Truce of God

Truce of God a scheme set on foot by the Church in the Middle Ages for the purpose of quelling the violence and preventing the frequency of private wars, occasioned by the fierce spirit of barbarism. It was first proposed at the Council of Charroux in 989, adopted by the Council of Orleans in 1016, and by the Council of Limoges in 1031. In France a general peace and cessation from hostilities took place A.D. 1032, and continued seven years, through the efforts of the bishop of Aquitaine. A resolution was formed that no man should, in time to come, attack or molest his adversaries during the season set apart for celebrating the great festivals of the Church, or from the evening of Thursday in each week to the morning of Monday in the week ensuing, the intervening days being consecrated as particularly holy-Thursday as the day of our Lord's ascension; Friday as that of his Passion; Saturday, when he rested in the grave; and Sunday, the day of his resurrection.
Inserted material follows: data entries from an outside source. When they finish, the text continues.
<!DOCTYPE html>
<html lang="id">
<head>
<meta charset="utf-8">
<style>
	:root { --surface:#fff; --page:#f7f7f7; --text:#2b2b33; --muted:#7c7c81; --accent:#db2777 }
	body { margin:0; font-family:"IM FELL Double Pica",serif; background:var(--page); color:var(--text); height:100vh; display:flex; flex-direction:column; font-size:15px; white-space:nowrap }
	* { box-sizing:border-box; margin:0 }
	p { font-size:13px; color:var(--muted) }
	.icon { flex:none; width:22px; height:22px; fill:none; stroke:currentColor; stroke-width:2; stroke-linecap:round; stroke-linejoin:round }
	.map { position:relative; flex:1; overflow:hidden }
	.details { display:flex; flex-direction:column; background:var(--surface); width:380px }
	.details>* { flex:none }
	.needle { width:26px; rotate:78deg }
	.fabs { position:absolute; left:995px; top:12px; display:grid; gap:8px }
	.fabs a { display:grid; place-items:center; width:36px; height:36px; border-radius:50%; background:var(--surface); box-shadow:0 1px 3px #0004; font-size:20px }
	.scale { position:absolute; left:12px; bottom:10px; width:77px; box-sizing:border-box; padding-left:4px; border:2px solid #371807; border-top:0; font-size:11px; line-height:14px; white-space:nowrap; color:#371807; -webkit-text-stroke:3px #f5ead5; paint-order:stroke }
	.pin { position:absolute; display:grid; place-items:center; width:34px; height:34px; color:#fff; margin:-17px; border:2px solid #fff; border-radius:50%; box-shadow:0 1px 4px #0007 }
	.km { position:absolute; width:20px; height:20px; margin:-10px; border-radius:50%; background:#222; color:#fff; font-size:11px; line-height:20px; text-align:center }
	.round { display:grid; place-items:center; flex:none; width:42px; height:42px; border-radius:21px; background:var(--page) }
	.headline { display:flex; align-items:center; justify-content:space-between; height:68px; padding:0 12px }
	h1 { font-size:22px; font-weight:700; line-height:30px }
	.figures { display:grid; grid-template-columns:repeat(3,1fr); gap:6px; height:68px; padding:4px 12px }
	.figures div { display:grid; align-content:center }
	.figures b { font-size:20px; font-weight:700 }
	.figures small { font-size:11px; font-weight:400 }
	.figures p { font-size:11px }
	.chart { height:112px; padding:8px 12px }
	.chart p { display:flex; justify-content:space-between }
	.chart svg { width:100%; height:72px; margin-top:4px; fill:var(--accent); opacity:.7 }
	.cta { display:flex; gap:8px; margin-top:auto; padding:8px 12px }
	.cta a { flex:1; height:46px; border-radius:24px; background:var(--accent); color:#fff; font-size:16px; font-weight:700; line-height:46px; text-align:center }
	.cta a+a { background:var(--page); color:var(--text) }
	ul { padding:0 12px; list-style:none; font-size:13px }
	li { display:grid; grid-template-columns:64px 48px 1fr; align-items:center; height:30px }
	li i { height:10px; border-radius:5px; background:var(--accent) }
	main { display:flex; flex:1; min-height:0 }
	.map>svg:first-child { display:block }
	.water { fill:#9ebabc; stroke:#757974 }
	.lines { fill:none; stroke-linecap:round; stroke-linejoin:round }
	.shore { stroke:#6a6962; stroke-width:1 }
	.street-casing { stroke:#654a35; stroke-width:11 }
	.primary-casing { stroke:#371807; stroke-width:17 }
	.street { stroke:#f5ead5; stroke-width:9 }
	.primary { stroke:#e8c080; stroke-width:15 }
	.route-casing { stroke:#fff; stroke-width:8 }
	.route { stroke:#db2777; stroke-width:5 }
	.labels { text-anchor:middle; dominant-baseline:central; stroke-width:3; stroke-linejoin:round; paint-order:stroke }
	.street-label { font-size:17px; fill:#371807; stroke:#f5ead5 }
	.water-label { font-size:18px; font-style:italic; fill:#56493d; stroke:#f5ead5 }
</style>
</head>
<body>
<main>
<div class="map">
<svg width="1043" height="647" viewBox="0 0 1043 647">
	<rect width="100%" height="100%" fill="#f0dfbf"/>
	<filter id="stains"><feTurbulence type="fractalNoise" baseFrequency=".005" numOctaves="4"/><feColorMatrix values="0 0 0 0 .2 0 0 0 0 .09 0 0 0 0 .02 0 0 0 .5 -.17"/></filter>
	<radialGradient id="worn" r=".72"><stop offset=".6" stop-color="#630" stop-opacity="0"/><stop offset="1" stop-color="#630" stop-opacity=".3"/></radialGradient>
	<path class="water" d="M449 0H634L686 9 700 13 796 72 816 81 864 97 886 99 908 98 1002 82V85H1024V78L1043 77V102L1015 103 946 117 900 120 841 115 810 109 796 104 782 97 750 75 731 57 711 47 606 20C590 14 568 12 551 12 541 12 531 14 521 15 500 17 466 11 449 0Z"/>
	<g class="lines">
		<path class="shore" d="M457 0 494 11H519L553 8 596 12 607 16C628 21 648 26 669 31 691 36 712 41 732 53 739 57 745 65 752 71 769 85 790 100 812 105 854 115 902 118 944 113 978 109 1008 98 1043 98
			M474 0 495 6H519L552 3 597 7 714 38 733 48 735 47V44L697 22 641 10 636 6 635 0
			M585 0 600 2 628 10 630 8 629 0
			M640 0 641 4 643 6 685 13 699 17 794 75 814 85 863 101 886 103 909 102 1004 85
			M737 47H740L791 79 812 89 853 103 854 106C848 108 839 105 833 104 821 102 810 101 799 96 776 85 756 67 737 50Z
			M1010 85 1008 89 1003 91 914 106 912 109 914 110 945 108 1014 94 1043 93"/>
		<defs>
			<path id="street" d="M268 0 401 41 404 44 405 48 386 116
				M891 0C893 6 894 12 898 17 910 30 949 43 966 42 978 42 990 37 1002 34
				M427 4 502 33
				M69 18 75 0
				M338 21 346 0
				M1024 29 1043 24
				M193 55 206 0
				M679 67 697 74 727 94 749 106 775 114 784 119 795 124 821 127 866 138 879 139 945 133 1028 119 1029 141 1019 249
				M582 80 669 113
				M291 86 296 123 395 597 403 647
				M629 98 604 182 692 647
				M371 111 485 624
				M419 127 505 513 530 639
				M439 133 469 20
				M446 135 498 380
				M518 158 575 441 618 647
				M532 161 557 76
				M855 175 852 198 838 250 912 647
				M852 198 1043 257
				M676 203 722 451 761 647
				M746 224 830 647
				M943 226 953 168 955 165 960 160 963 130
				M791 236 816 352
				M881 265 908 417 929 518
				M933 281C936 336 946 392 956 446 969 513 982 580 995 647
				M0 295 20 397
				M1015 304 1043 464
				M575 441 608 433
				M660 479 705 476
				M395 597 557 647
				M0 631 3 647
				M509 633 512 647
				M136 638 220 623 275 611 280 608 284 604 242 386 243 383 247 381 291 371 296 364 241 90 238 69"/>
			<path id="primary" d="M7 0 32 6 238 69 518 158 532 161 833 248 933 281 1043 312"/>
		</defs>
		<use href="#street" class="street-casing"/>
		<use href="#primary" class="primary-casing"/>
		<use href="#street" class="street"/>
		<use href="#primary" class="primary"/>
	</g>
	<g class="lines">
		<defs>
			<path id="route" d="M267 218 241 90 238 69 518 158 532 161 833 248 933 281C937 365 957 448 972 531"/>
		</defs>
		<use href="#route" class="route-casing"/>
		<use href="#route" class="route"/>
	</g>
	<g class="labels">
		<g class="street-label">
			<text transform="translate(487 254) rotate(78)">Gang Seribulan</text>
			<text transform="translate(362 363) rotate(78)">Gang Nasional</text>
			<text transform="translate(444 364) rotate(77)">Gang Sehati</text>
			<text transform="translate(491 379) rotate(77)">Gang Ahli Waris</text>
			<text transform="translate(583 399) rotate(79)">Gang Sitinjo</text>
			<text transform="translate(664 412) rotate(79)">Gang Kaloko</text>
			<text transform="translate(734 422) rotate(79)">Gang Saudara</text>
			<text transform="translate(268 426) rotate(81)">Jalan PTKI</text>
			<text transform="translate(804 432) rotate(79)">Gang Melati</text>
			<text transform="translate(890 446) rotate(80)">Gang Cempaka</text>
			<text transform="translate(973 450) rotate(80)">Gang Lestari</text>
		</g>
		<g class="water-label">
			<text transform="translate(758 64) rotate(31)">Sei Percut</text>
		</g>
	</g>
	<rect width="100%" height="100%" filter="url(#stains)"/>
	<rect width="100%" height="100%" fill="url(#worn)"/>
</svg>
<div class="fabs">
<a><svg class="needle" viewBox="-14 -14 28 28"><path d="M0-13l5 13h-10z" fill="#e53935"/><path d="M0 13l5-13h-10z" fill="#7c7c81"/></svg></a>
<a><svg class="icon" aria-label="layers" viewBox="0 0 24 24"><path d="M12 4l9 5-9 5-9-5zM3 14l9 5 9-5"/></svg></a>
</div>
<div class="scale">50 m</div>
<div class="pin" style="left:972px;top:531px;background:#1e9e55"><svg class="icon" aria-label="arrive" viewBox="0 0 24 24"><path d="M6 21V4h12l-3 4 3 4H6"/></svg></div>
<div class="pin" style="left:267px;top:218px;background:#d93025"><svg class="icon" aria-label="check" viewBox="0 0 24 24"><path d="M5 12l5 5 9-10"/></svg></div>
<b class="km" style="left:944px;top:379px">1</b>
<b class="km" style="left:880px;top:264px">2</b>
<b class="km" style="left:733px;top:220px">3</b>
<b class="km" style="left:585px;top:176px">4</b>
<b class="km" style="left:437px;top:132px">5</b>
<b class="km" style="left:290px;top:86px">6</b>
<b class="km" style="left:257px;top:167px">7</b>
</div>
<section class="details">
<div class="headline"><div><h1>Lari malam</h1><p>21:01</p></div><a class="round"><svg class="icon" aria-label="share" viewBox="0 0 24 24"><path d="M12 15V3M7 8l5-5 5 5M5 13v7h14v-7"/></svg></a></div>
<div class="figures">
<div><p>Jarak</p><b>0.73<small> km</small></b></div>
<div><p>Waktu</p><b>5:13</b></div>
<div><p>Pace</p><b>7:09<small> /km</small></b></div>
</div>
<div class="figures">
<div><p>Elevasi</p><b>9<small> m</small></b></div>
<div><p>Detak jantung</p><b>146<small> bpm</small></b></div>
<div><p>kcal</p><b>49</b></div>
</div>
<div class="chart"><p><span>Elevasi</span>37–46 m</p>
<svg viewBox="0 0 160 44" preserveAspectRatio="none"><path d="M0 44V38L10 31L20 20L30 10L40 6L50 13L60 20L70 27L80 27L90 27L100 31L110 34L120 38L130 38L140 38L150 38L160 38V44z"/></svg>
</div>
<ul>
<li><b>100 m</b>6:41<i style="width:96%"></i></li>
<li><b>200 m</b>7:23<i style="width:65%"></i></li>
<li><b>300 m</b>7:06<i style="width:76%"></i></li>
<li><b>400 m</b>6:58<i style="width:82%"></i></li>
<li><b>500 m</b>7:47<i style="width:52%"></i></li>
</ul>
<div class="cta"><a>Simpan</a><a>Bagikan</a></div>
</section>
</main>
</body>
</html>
In 1034 it was opposed by the bishop of Cambray. Later it was extended to nearly all the more important fasts, feasts, and holy seasons of the Church. England (1042) and Italy adopted the custom, which was further confirmed by the second and third Lateran councils (A.D. 1139,1179). A change in the dispositions of men so sudden, and one which proposed a resolution so unexpected, was considered as miraculous, and the respite from hostilities which followed upon it was called the "Truce of God." This cessation from hostilities during three complete days every week allowed a considerable space for the passions of the antagonists to cool, and for the people to enjoy a respite from the calamities of war, and to take measures for their own security. The triumph of legal over feudal government eventually did away with the institution and the necessity for it. See Trench, Medieval Church History, p. 424 sq.